New Features of JUnit 4.5

So far, you have seen how JUnit 4.5 accomplishes the same things that could be accomplished in version 3.8 and earlier. Now, here are some juicy new tidbits of functionality to make writing test cases easier.

First, examine the testFactorialInvalid() method from NumberCruncherTestCase38.java below:

   public void testFactorialInvalid() {
      NumberCruncher nc = new NumberCruncher();
      boolean gotException = false;
      try {
         nc.factorial(new Integer(-4));
      } catch (IllegalArgumentException ex) {
         gotException = true;
      } //    catch
      assertTrue("Factorial Validation", gotException);
   }    // testFactorialInvalid()

Here, an invalid value of -4 is passed to the NumberCruncher class's factorial() method, and the anticipated IllegalArgumentException is caught in an exception-handling block.

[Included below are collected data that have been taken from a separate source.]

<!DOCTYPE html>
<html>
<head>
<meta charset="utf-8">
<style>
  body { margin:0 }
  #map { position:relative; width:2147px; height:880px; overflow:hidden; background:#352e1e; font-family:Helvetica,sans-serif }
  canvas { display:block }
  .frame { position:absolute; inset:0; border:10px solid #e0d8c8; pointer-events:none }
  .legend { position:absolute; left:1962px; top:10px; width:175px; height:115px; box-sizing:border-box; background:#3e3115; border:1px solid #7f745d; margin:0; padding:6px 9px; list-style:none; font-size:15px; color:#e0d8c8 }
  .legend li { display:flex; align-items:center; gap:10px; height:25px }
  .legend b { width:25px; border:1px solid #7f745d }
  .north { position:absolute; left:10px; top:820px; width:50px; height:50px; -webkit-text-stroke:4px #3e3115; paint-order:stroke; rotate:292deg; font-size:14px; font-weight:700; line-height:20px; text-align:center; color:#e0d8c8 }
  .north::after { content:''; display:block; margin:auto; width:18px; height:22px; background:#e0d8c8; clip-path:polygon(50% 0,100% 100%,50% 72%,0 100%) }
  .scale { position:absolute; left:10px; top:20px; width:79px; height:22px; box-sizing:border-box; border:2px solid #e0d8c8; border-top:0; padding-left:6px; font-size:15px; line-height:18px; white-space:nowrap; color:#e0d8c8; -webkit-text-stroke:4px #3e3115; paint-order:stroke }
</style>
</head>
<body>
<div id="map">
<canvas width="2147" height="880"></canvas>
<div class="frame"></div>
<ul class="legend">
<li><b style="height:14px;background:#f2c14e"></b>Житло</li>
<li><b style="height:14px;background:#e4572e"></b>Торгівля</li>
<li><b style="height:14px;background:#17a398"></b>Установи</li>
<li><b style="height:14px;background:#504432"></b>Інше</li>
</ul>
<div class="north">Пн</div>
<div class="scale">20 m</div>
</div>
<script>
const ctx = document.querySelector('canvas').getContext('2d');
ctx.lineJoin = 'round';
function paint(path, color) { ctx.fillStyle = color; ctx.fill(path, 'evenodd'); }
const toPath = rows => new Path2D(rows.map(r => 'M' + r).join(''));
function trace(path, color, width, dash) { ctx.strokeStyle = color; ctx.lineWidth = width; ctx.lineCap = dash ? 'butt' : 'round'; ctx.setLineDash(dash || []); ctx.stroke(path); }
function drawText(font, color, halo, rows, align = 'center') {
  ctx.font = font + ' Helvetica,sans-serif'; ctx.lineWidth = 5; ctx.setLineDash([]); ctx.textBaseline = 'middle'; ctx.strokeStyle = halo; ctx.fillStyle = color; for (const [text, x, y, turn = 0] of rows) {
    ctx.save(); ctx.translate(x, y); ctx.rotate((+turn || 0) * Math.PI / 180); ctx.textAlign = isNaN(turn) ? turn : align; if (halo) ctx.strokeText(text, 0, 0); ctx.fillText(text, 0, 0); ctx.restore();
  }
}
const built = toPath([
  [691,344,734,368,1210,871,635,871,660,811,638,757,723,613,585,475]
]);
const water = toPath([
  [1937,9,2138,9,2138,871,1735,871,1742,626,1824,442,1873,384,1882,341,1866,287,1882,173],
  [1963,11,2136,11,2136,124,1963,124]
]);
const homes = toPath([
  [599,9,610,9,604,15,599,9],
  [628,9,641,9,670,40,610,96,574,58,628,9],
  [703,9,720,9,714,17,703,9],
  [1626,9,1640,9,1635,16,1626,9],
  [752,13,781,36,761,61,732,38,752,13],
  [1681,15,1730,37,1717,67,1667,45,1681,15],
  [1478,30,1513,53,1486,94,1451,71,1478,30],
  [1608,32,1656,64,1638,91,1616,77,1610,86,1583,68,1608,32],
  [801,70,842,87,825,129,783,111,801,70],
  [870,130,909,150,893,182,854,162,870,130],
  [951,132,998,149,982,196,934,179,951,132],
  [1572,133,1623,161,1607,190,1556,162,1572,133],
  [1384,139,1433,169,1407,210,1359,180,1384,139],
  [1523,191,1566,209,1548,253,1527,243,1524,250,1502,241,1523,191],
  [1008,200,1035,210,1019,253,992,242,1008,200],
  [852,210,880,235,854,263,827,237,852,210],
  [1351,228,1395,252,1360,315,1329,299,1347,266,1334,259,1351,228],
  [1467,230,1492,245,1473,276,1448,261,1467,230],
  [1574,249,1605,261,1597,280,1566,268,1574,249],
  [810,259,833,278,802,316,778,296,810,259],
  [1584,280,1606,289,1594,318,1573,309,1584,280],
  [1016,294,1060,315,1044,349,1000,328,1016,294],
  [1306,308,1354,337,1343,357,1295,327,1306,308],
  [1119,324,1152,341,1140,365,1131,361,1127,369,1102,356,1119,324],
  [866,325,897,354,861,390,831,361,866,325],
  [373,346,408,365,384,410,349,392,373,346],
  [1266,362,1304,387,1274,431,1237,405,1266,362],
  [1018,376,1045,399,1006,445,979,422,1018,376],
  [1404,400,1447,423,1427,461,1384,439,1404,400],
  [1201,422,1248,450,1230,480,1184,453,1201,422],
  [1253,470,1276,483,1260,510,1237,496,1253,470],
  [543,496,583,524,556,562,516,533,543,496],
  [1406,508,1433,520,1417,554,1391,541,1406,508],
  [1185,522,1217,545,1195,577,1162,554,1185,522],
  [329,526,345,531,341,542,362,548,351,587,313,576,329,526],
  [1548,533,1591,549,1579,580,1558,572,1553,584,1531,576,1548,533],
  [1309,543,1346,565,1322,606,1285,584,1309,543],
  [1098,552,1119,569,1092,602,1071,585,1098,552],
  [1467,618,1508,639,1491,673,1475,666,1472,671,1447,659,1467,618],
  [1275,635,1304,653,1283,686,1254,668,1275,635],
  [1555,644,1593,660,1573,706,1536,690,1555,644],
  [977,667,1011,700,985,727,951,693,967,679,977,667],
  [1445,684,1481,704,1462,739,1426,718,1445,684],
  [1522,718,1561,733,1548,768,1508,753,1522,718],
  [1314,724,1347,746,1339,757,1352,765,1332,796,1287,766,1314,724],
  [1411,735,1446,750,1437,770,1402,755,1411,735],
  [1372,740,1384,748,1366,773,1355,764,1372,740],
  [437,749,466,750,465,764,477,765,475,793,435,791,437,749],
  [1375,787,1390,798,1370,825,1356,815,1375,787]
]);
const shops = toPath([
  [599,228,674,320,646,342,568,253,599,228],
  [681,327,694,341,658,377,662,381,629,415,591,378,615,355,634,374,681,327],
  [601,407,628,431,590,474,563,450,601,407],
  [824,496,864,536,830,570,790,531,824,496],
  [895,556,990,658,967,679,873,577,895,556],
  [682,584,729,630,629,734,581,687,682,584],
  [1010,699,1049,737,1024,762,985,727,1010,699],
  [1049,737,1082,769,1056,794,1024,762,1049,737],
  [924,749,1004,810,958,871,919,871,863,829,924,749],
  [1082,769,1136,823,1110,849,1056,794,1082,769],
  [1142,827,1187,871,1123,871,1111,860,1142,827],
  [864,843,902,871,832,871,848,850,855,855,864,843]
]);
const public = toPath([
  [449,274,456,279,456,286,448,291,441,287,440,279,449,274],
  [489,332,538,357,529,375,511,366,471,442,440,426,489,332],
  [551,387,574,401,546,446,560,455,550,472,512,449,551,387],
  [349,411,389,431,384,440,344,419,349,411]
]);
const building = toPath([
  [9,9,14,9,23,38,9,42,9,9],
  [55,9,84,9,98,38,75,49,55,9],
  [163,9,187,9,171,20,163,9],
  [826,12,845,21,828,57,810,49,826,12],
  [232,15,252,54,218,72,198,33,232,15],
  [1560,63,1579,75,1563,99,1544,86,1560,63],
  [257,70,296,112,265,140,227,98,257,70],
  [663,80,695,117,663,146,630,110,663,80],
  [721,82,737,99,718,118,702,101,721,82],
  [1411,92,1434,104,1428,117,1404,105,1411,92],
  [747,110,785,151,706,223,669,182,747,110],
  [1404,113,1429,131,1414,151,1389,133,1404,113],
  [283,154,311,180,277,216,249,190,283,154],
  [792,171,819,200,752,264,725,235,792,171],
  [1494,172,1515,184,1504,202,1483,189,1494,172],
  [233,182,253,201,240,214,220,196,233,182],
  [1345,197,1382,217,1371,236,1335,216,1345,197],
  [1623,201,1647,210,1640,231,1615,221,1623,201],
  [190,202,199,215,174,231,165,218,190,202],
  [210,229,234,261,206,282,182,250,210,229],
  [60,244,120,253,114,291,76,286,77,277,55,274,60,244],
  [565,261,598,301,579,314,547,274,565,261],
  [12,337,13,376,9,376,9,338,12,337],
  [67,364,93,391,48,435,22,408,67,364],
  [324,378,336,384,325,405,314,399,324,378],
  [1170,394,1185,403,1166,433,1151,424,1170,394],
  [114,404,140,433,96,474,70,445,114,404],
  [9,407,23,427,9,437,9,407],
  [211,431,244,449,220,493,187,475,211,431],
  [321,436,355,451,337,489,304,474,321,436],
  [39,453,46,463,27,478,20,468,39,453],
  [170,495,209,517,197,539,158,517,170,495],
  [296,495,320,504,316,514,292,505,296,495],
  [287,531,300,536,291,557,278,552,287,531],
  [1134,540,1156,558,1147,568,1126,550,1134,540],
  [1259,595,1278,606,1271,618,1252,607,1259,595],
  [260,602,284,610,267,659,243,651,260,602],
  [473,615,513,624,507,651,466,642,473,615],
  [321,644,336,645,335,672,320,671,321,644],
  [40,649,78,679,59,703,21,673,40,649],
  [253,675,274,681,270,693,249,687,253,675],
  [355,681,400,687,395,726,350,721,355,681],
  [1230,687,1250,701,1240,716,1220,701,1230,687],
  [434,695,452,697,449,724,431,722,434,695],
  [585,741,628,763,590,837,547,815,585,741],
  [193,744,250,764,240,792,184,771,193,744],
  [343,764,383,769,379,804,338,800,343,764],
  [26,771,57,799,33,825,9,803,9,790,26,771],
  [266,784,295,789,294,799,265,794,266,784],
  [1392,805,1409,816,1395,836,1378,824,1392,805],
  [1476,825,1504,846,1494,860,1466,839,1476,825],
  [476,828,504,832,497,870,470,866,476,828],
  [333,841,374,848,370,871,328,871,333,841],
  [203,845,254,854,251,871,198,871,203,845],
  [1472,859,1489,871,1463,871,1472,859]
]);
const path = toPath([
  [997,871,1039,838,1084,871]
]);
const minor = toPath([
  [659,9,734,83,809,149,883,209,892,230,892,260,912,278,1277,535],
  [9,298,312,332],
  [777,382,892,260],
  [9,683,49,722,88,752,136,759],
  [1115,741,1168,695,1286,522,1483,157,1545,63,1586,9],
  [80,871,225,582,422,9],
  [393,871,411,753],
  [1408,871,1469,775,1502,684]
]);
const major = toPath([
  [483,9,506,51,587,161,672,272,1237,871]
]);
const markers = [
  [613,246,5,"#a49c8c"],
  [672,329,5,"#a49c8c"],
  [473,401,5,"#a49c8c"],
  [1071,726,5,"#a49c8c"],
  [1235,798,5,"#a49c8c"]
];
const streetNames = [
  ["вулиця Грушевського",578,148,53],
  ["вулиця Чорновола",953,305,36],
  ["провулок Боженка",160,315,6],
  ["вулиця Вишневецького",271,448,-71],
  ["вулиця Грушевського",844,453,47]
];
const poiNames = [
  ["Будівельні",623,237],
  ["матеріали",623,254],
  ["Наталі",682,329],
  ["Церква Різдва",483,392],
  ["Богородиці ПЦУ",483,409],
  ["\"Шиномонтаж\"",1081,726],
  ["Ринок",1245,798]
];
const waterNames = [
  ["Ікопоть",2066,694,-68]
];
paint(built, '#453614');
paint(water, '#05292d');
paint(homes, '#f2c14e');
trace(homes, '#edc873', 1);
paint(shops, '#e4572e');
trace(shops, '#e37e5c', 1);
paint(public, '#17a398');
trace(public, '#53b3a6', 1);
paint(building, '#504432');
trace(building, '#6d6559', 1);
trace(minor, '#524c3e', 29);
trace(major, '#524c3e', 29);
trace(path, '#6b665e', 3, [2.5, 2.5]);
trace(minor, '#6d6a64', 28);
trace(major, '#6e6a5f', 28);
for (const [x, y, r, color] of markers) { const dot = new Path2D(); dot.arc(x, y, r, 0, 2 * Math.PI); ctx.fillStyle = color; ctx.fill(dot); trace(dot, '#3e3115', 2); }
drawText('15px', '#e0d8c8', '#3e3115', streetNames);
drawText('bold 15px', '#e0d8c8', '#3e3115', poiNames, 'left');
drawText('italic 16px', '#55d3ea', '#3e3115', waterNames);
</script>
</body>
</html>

Although this is not overly complex, it still lends itself to the possibility of bugs in the test case itself.

Compare this to the same method from NumberCruncherTestCase45.java below:

@Test (expected = IllegalArgumentException.class)
   public void testFactorialInvalid() {
      NumberCruncher nc = new NumberCruncher();
      nc.factorial(new Integer(-4));
   }    // testFactorialInvalid()

Here, the expected= attribute of the @Test annotation tells JUnit to expect an IllegalArgumentException to be thrown when the factorial() method is invoked. This test case requires much less coding and is far less complex than its JUnit 3.8 counterpart above, greatly reducing the possibility of a bug occurring in the test case itself.

Best practices indicate that test cases should be written as a part of the development process, rather than being postponed until the code is long finished. In JUnit 3.8, doing this meant that a test case that was not yet ready for prime-time must either be commented out or renamed so that it didn't conform to the "testXXX()" convention for test case methods. To get around this, JUnit 4.5 has introduced the @Ignore annotation, as shown below:

   @Ignore ("Not ready yet")
   public void testSomethingElse() {
      NumberCruncher nc = new NumberCruncher();
   }    // testSomethingElse()

This annotation causes the JUnit test runner to disregard the test case completely until it is ready to be executed. The message is used for JUnit's output when it encounters an ignored test case.